(DIRECTIONS)
All lines after the one containing "M1282 1463 1323", together with that line itself, should be written out exactly, down to the last line of the entries below.

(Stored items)
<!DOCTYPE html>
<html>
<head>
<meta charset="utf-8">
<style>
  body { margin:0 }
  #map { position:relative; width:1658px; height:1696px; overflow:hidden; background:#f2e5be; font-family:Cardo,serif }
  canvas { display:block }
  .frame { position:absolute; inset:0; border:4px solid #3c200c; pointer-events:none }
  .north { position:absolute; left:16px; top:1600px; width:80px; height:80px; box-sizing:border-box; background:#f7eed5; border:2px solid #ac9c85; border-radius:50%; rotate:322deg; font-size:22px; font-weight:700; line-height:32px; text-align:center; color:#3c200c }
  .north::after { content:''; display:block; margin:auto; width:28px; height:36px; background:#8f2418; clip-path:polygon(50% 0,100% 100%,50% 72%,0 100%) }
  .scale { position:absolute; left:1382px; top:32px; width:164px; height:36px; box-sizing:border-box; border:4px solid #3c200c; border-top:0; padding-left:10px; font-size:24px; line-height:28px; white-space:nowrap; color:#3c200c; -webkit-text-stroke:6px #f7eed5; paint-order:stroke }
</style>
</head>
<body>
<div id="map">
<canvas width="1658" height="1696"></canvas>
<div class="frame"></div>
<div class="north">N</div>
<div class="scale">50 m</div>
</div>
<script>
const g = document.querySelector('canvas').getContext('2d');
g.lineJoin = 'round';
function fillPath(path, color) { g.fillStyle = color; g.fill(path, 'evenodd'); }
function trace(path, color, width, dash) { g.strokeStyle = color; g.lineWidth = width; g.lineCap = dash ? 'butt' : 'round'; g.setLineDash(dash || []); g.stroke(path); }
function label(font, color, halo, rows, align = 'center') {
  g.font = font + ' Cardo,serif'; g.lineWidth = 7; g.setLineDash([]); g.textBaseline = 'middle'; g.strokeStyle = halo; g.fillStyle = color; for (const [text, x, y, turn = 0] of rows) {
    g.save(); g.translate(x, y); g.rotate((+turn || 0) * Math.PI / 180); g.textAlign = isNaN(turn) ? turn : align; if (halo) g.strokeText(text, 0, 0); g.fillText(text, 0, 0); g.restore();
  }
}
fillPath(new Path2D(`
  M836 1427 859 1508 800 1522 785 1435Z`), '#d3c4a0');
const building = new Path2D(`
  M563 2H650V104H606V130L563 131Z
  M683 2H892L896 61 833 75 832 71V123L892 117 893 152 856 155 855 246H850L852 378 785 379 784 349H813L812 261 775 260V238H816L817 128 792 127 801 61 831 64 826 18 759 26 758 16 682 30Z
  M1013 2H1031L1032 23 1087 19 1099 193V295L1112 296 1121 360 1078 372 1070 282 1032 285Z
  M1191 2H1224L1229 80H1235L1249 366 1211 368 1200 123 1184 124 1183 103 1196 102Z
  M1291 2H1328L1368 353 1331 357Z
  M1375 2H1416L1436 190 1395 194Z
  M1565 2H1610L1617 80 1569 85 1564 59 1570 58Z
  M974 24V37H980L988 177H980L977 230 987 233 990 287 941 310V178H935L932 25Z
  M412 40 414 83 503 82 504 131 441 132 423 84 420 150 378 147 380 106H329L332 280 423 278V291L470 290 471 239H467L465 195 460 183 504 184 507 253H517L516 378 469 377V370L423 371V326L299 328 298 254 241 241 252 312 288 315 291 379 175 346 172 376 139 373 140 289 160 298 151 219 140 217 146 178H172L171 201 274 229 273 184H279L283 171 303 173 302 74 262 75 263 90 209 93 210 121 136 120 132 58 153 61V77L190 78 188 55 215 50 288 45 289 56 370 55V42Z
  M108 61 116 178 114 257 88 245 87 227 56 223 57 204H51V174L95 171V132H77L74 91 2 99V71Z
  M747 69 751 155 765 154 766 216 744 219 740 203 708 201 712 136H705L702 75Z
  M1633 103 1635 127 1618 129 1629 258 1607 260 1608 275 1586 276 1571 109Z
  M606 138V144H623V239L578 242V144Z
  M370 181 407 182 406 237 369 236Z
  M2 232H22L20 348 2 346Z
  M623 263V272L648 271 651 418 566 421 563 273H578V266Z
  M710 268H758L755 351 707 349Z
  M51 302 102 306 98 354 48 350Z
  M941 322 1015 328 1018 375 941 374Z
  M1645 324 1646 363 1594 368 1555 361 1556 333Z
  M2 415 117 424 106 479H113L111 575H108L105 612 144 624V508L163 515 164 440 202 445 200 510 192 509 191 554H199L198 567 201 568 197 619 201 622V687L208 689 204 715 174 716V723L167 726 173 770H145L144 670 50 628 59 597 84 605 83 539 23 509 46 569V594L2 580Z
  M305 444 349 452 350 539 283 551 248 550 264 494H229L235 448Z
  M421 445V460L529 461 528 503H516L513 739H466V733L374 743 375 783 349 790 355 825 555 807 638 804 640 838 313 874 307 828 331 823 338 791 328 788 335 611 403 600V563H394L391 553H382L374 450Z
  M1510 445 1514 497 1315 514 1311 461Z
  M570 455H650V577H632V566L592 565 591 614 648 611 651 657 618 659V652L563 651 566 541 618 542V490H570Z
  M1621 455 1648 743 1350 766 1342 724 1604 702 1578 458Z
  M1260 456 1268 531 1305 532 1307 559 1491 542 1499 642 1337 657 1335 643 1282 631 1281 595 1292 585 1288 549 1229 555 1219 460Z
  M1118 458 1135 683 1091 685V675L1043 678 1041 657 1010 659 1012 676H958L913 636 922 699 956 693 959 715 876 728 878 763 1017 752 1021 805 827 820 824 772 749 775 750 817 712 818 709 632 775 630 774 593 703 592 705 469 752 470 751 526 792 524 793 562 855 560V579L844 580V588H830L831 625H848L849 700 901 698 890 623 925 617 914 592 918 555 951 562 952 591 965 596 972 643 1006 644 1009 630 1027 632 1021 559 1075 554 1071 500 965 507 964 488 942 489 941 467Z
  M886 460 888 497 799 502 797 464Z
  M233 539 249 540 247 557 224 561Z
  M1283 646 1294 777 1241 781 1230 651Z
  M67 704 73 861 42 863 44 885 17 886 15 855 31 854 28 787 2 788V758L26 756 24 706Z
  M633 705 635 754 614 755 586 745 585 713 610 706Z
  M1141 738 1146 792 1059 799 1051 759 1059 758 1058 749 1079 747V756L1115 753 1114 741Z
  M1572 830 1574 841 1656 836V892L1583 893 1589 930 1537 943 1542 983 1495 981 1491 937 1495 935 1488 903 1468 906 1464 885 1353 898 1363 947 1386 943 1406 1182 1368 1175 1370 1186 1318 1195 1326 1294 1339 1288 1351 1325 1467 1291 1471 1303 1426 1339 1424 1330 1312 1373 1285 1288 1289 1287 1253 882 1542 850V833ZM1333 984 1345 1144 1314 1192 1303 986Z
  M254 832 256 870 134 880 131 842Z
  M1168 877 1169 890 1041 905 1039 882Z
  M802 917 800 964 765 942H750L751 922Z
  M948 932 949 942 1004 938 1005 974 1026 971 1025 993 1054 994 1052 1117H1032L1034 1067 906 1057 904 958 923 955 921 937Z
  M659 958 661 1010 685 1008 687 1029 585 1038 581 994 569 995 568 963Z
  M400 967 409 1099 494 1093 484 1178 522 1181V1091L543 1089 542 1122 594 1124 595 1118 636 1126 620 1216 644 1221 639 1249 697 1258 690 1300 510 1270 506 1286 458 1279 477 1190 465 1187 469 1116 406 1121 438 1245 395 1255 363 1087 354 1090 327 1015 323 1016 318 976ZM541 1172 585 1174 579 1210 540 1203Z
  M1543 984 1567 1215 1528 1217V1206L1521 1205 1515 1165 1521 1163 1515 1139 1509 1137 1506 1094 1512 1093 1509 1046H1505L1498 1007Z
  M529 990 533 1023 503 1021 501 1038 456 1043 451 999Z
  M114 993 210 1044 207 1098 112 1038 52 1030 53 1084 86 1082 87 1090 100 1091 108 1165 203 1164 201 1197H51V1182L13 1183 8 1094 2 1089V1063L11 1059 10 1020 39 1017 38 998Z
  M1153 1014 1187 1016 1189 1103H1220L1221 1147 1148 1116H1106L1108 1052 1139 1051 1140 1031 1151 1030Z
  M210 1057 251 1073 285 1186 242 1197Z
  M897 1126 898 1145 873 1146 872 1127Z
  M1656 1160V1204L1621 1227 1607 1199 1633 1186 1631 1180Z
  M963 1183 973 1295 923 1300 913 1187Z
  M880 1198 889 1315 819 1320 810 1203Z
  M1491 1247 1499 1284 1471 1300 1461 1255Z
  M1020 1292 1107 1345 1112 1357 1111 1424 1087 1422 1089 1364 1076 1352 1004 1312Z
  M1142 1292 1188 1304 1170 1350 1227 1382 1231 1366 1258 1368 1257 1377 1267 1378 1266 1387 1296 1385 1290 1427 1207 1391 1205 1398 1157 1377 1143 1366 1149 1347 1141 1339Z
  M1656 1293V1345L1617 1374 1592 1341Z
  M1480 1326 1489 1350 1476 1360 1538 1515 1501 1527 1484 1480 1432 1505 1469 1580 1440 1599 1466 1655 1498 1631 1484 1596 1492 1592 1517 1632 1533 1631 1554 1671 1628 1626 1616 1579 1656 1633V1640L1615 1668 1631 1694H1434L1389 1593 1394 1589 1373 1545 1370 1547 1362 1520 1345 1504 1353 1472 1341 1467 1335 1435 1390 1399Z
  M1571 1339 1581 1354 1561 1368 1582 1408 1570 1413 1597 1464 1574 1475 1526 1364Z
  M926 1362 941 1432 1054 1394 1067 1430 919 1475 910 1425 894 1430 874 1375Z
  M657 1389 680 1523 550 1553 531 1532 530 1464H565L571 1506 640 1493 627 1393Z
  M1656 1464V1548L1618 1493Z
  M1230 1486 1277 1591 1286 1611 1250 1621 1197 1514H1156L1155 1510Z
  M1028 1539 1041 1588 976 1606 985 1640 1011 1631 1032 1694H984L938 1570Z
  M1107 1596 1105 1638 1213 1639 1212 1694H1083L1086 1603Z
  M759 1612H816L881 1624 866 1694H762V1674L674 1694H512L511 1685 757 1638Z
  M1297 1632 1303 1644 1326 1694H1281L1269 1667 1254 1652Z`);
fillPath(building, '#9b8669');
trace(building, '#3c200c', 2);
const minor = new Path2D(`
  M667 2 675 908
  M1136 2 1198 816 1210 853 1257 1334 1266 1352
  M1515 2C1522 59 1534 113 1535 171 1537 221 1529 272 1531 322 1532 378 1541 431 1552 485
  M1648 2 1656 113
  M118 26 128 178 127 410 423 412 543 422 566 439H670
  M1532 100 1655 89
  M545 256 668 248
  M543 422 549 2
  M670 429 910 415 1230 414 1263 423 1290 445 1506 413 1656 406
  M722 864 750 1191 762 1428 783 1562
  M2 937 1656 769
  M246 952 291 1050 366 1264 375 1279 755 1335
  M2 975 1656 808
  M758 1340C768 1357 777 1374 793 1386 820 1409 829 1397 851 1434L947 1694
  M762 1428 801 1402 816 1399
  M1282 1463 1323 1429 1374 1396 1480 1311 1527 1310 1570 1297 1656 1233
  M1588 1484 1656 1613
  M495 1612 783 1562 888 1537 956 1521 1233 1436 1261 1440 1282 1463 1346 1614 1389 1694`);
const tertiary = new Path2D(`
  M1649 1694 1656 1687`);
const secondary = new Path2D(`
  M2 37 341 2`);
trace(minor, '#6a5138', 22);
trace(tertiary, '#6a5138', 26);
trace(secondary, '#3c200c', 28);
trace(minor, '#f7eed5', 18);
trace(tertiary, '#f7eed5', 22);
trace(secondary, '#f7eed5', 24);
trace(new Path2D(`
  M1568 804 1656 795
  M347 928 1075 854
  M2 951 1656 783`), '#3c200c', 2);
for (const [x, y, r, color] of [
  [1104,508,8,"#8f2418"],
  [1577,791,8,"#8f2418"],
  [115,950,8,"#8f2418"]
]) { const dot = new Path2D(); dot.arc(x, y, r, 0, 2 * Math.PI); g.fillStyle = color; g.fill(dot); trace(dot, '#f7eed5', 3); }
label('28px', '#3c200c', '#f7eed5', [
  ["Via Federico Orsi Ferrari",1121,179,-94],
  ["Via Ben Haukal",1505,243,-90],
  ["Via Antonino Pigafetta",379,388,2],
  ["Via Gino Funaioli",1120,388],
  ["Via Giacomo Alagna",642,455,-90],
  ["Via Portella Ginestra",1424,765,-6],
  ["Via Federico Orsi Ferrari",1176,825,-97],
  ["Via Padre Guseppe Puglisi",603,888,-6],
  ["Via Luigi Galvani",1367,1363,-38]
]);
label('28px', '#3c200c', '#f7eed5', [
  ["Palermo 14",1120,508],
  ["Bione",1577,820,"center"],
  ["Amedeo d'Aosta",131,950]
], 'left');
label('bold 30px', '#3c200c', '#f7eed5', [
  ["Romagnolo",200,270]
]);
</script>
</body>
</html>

(RESPONSE)
  M1282 1463 1323 1429 1374 1396 1480 1311 1527 1310 1570 1297 1656 1233
  M1588 1484 1656 1613
  M495 1612 783 1562 888 1537 956 1521 1233 1436 1261 1440 1282 1463 1346 1614 1389 1694`);
const tertiary = new Path2D(`
  M1649 1694 1656 1687`);
const secondary = new Path2D(`
  M2 37 341 2`);
trace(minor, '#6a5138', 22);
trace(tertiary, '#6a5138', 26);
trace(secondary, '#3c200c', 28);
trace(minor, '#f7eed5', 18);
trace(tertiary, '#f7eed5', 22);
trace(secondary, '#f7eed5', 24);
trace(new Path2D(`
  M1568 804 1656 795
  M347 928 1075 854
  M2 951 1656 783`), '#3c200c', 2);
for (const [x, y, r, color] of [
  [1104,508,8,"#8f2418"],
  [1577,791,8,"#8f2418"],
  [115,950,8,"#8f2418"]
]) { const dot = new Path2D(); dot.arc(x, y, r, 0, 2 * Math.PI); g.fillStyle = color; g.fill(dot); trace(dot, '#f7eed5', 3); }
label('28px', '#3c200c', '#f7eed5', [
  ["Via Federico Orsi Ferrari",1121,179,-94],
  ["Via Ben Haukal",1505,243,-90],
  ["Via Antonino Pigafetta",379,388,2],
  ["Via Gino Funaioli",1120,388],
  ["Via Giacomo Alagna",642,455,-90],
  ["Via Portella Ginestra",1424,765,-6],
  ["Via Federico Orsi Ferrari",1176,825,-97],
  ["Via Padre Guseppe Puglisi",603,888,-6],
  ["Via Luigi Galvani",1367,1363,-38]
]);
label('28px', '#3c200c', '#f7eed5', [
  ["Palermo 14",1120,508],
  ["Bione",1577,820,"center"],
  ["Amedeo d'Aosta",131,950]
], 'left');
label('bold 30px', '#3c200c', '#f7eed5', [
  ["Romagnolo",200,270]
]);
</script>
</body>
</html>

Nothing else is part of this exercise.